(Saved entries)
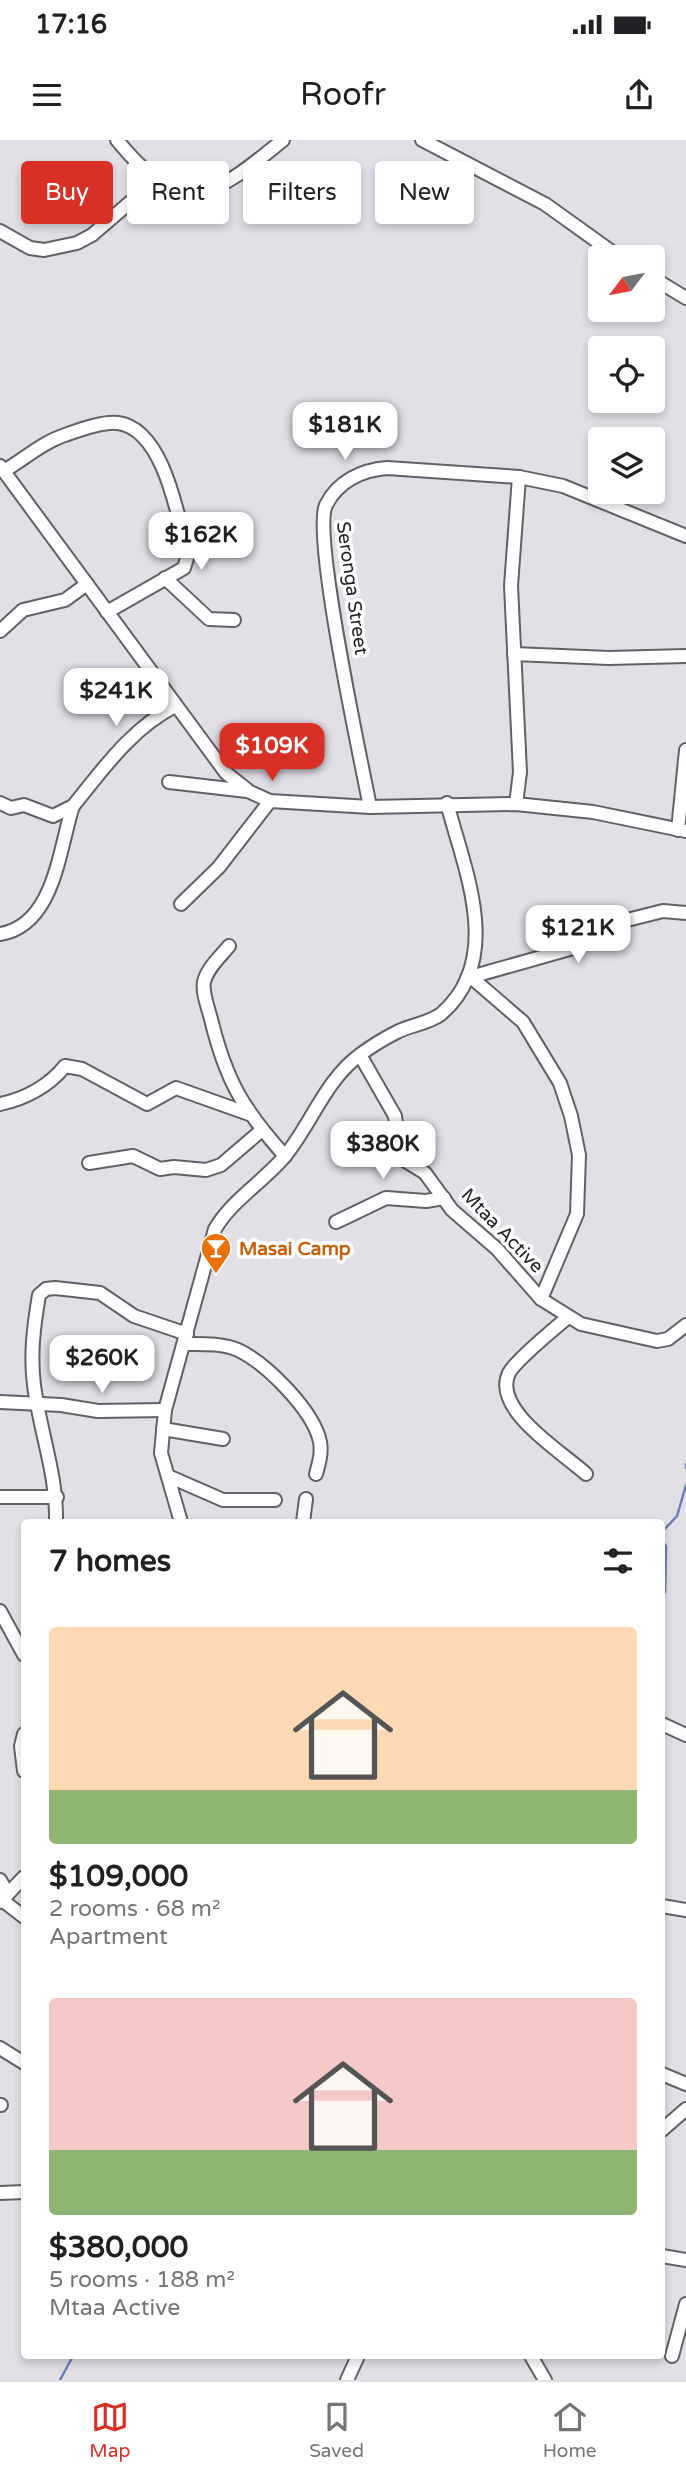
<!DOCTYPE html>
<html lang="en">
<head>
<meta charset="utf-8">
<style>
  body { margin:0; font-family:"Varela Round",sans-serif; background:#f2f2f2; color:#202124; height:100vh; display:flex; flex-direction:column; font-size:26px; white-space:nowrap }
  * { box-sizing:border-box; margin:0 }
  p { font-size:23px; color:#757577 }
  .icon { flex:none; width:38px; height:38px; fill:none; stroke:currentColor; stroke-width:2; stroke-linecap:round; stroke-linejoin:round }
  .map { position:relative; flex:1; overflow:hidden }
  .panel { position:absolute; left:21px; top:1379px; width:644px; height:840px; display:flex; flex-direction:column; background:#fff; border-radius:7px; box-shadow:0 4px 10px #0003 }
  .panel>* { flex:none }
  .guide { position:absolute; left:21px; top:21px; width:644px; height:63px; display:flex; gap:14px }
  .needle { width:46px; rotate:238deg }
  .tools { position:absolute; left:588px; top:105px; display:grid; gap:14px }
  .tools a { display:grid; place-items:center; width:77px; height:77px; border-radius:7px; background:#fff; box-shadow:0 4px 10px #0003; font-size:35px }
  .price { position:absolute; translate:-50% -60px; padding:0 16px; border-radius:14px; background:#fff; color:#222; font-size:23px; line-height:46px; filter:drop-shadow(0 2px 4px #0008) }
  .price::after { content:''; position:absolute; left:50%; top:42px; width:21px; height:16px; margin-left:-10px; background:inherit; clip-path:polygon(0 0,100% 0,50% 100%) }
  .price.active { background:#d93025; color:#fff }
  ul { padding:0; list-style:none }
  li { display:grid; align-content:center; gap:14px; height:371px; padding:0 28px }
  li span { display:grid; place-items:center; height:217px; border-radius:7px; color:#555 }
  li>.icon { margin-inline-start:auto }
  span .icon { width:126px; height:126px; fill:#fffc; stroke-width:1 }
  li b { font-size:30px }
  h2 { display:flex; justify-content:space-between; align-items:center; height:84px; padding:0 28px; font-size:30px }
  .pill { padding:0 24px; border-radius:7px; background:#fff; box-shadow:0 4px 10px #0003; font-size:24px; line-height:63px }
  .pill.active { background:#d93025; color:#fff }
  .status { display:flex; justify-content:space-between; align-items:center; height:49px; padding:0 35px; background:#fff; direction:ltr }
  .status svg { height:19px; fill:currentColor }
  header { display:flex; justify-content:space-between; align-items:center; height:91px; padding:0 28px; background:#fff; font-size:32px; font-weight:600 }
  .dock { display:flex; justify-content:space-around; align-items:center; height:98px; border-top:2px solid #e0e0e0; background:#fff; font-size:19px; color:#757577 }
  .dock a { display:grid; justify-items:center; gap:4px }
  .dock .active { color:#d93025 }
  .map>svg:first-child { display:block }
</style>
</head>
<body>
<div class="status"><b>17:16</b><svg viewBox="0 0 49 12"><path d="M0 12V9h3v3zM5 12V6h3v6zM10 12V3h3v9zM15 12V0h3v12zM26 1h20v11H26zM47 4h2v5h-2z"/></svg></div>
<header><svg class="icon" aria-label="menu" viewBox="0 0 24 24"><path d="M4 6h16M4 12h16M4 18h16"/></svg>Roofr<svg class="icon" aria-label="share" viewBox="0 0 24 24"><path d="M12 15V3M7 8l5-5 5 5M5 13v7h14v-7"/></svg></header>
<div class="map">
<svg width="686" height="2240" viewBox="0 0 686 2240">
  <rect width="100%" height="100%" fill="#e2dfe7"/>
  <g fill="none" stroke-linecap="round" stroke-linejoin="round">
    <g stroke="#6882b7" stroke-width="2.5">
      <polyline points="686,1324 686,1328"/>
      <polyline points="662,1392 677,1376 686,1345"/>
      <polyline points="662,1401 666,1406 665,1452 662,1458"/>
      <polyline points="60,2240 73,2216"/>
    </g>
    <g stroke="#636067" stroke-width="16">
      <g id="minor">
        <path d="M117 0C183 81 213 57 283 0"/>
        <polyline points="422,0 545,64 619,117"/>
        <polyline points="0,91 30,108 44,110 77,103 92,95 135,58 139,51 138,26"/>
        <polyline points="653,138 686,158"/>
        <polyline points="0,326 226,633 250,652 270,661 370,667 516,664 593,672 686,691"/>
        <path d="M4 331C23 320 43 302 65 295 79 290 103 281 118 283 164 289 178 377 188 415L184 428 107 472"/>
        <polyline points="165,438 209,479 234,480"/>
        <polyline points="0,491 23,470 65,460 87,444"/>
        <polyline points="514,514 609,518 686,516"/>
        <polyline points="169,642 247,651"/>
        <path d="M0 663 11 668 24 665 53 676 73 666C104 628 131 589 175 566"/>
        <polyline points="516,664 520,632 511,446 519,337"/>
        <path d="M370 667C361 620 312 395 326 365 338 341 362 330 387 328L519 337 563 346 686 396"/>
        <polyline points="678,690 686,610"/>
        <polyline points="181,764 219,727 270,661"/>
        <path d="M0 794C55 785 59 708 73 666"/>
        <path d="M229 806C221 816 207 828 204 842 202 852 208 868 211 879 226 941 243 969 285 1016"/>
        <polyline points="467,838 580,806 627,780 663,771 686,773"/>
        <polyline points="472,838 523,882 560,943 571,976 579,1015 577,1074 541,1159"/>
        <polyline points="360,915 395,976 400,1012 404,1020 425,1033 452,1070 497,1109 541,1159 581,1184 657,1201 668,1199 686,1185"/>
        <path d="M0 964C25 959 49 946 65 926L82 929 147 964 176 948 249 974"/>
        <polyline points="89,1023 133,1016 160,1029 174,1027 206,1030 221,1025 262,990"/>
        <polyline points="336,1082 386,1058 426,1061 444,1058"/>
        <path d="M567 1178C554 1189 516 1220 509 1233 491 1270 565 1314 586 1334"/>
        <path d="M185 1204C201 1204 223 1203 238 1210 266 1223 314 1271 320 1302 322 1313 319 1323 316 1334"/>
        <polyline points="0,1262 61,1265 98,1271 165,1270"/>
        <polyline points="163,1289 223,1299"/>
        <polyline points="168,1336 223,1360 275,1360"/>
        <polyline points="0,1357 57,1357"/>
        <path d="M56 1382C57 1334 40 1292 34 1245 30 1214 34 1185 39 1155L46 1149 55 1148 100 1153 134 1176 187 1194"/>
        <path d="M181 1382 161 1313 165 1270 215 1089C232 1060 263 1042 285 1016 312 983 325 940 361 914 372 906 385 898 397 892 410 885 430 883 441 874 505 819 464 729 447 663"/>
        <polyline points="303,1382 306,1359"/>
        <polyline points="0,1471 24,1515"/>
        <polyline points="662,1584 686,1595"/>
        <polyline points="24,1594 21,1606 24,1631"/>
        <polyline points="0,1740 8,1754"/>
        <polyline points="2,1760 24,1777"/>
        <polyline points="0,1762 24,1737"/>
        <polyline points="662,1766 686,1770"/>
        <polyline points="0,1908 24,1923"/>
        <polyline points="662,1934 686,1944"/>
        <polyline points="0,1965 1,1965"/>
        <polyline points="662,1990 686,1969"/>
        <polyline points="0,2053 24,2052"/>
        <polyline points="662,2116 686,2120"/>
        <polyline points="531,2216 545,2240"/>
        <polyline points="672,2216 686,2164"/>
        <polyline points="347,2240 358,2216"/>
      </g>
    </g>
    <use href="#minor" stroke="#fff" stroke-width="12"/>
  </g>
  <defs>
    <g id="bar-pin" transform="scale(1.575)"><path d="M0 17L-7.5 6A9.5 9.5 0 1 1 7.5 6Z" fill="#e8710a" stroke="#fff"/><path d="M-6-5H6L.8 .8V4.5H3.5V6h-7V4.5H-.8V.8Z" fill="#fff"/></g>
  </defs>
  <g fill-rule="evenodd">
    <use href="#bar-pin" x="216" y="1108"/>
  </g>
  <g text-anchor="middle" stroke-width="7" stroke-linejoin="round" paint-order="stroke">
    <g font-size="19" fill="#222123" stroke="#fff">
      <text transform="translate(353 448) rotate(82)" y="7">Seronga Street</text>
      <text transform="translate(503 1090) rotate(46)" y="7">Mtaa Active</text>
    </g>
    <g font-size="19" font-weight="bold" fill="#c56008" stroke="#fff" text-anchor="start">
      <text x="239" y="1115">Masai Camp</text>
    </g>
  </g>
</svg>
<div class="tools">
<a><svg class="needle" viewBox="-14 -14 28 28"><path d="M0-13l5 13h-10z" fill="#e53935"/><path d="M0 13l5-13h-10z" fill="#757577"/></svg></a>
<a><svg class="icon" aria-label="locate" viewBox="0 0 24 24"><circle cx="12" cy="12" r="6"/><path d="M12 2v4M12 18v4M2 12h4M18 12h4"/></svg></a>
<a><svg class="icon" aria-label="layers" viewBox="0 0 24 24"><path d="M12 4l9 5-9 5-9-5zM3 14l9 5 9-5"/></svg></a>
</div>
<b class="price" style="left:345px;top:322px">$181K</b>
<b class="price" style="left:201px;top:432px">$162K</b>
<b class="price" style="left:116px;top:588px">$241K</b>
<b class="price active" style="left:272px;top:643px">$109K</b>
<b class="price" style="left:578px;top:825px">$121K</b>
<b class="price" style="left:383px;top:1041px">$380K</b>
<b class="price" style="left:102px;top:1255px">$260K</b>
<div class="guide">
<a class="pill active">Buy</a>
<a class="pill">Rent</a>
<a class="pill">Filters</a>
<a class="pill">New</a>
</div>
<section class="panel">
<h2>7 homes<svg class="icon" aria-label="filters" viewBox="0 0 24 24"><path d="M4 7h16M4 17h16"/><circle cx="9" cy="7" r="2"/><circle cx="15" cy="17" r="2"/></svg></h2>
<ul>
<li><span style="background:linear-gradient(#ffd9b3 75%,#8fb573 0)"><svg class="icon" aria-label="home" viewBox="0 0 24 24"><path d="M3 11l9-7 9 7M6 9v11h12V9"/></svg></span><div><b>$109,000</b><p>2 rooms · 68 m²</p><p>Apartment</p></div></li>
<li><span style="background:linear-gradient(#f6c9c9 70%,#8fb573 0)"><svg class="icon" aria-label="home" viewBox="0 0 24 24"><path d="M3 11l9-7 9 7M6 9v11h12V9"/></svg></span><div><b>$380,000</b><p>5 rooms · 188 m²</p><p>Mtaa Active</p></div></li>
</ul>
</section>
</div>
<nav class="dock">
<a class="active"><svg class="icon" aria-label="map" viewBox="0 0 24 24"><path d="M3 6l6-2 6 2 6-2v14l-6 2-6-2-6 2zM9 4v14M15 6v14"/></svg>Map</a>
<a><svg class="icon" aria-label="saved" viewBox="0 0 24 24"><path d="M7 4h10v16l-5-4-5 4z"/></svg>Saved</a>
<a><svg class="icon" aria-label="home" viewBox="0 0 24 24"><path d="M3 11l9-7 9 7M6 9v11h12V9"/></svg>Home</a>
</nav>
</body>
</html>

> [Assignment]
Go over the entries above and say how many lines hold the string "weight", with no other text.

> [Exercise solution]
2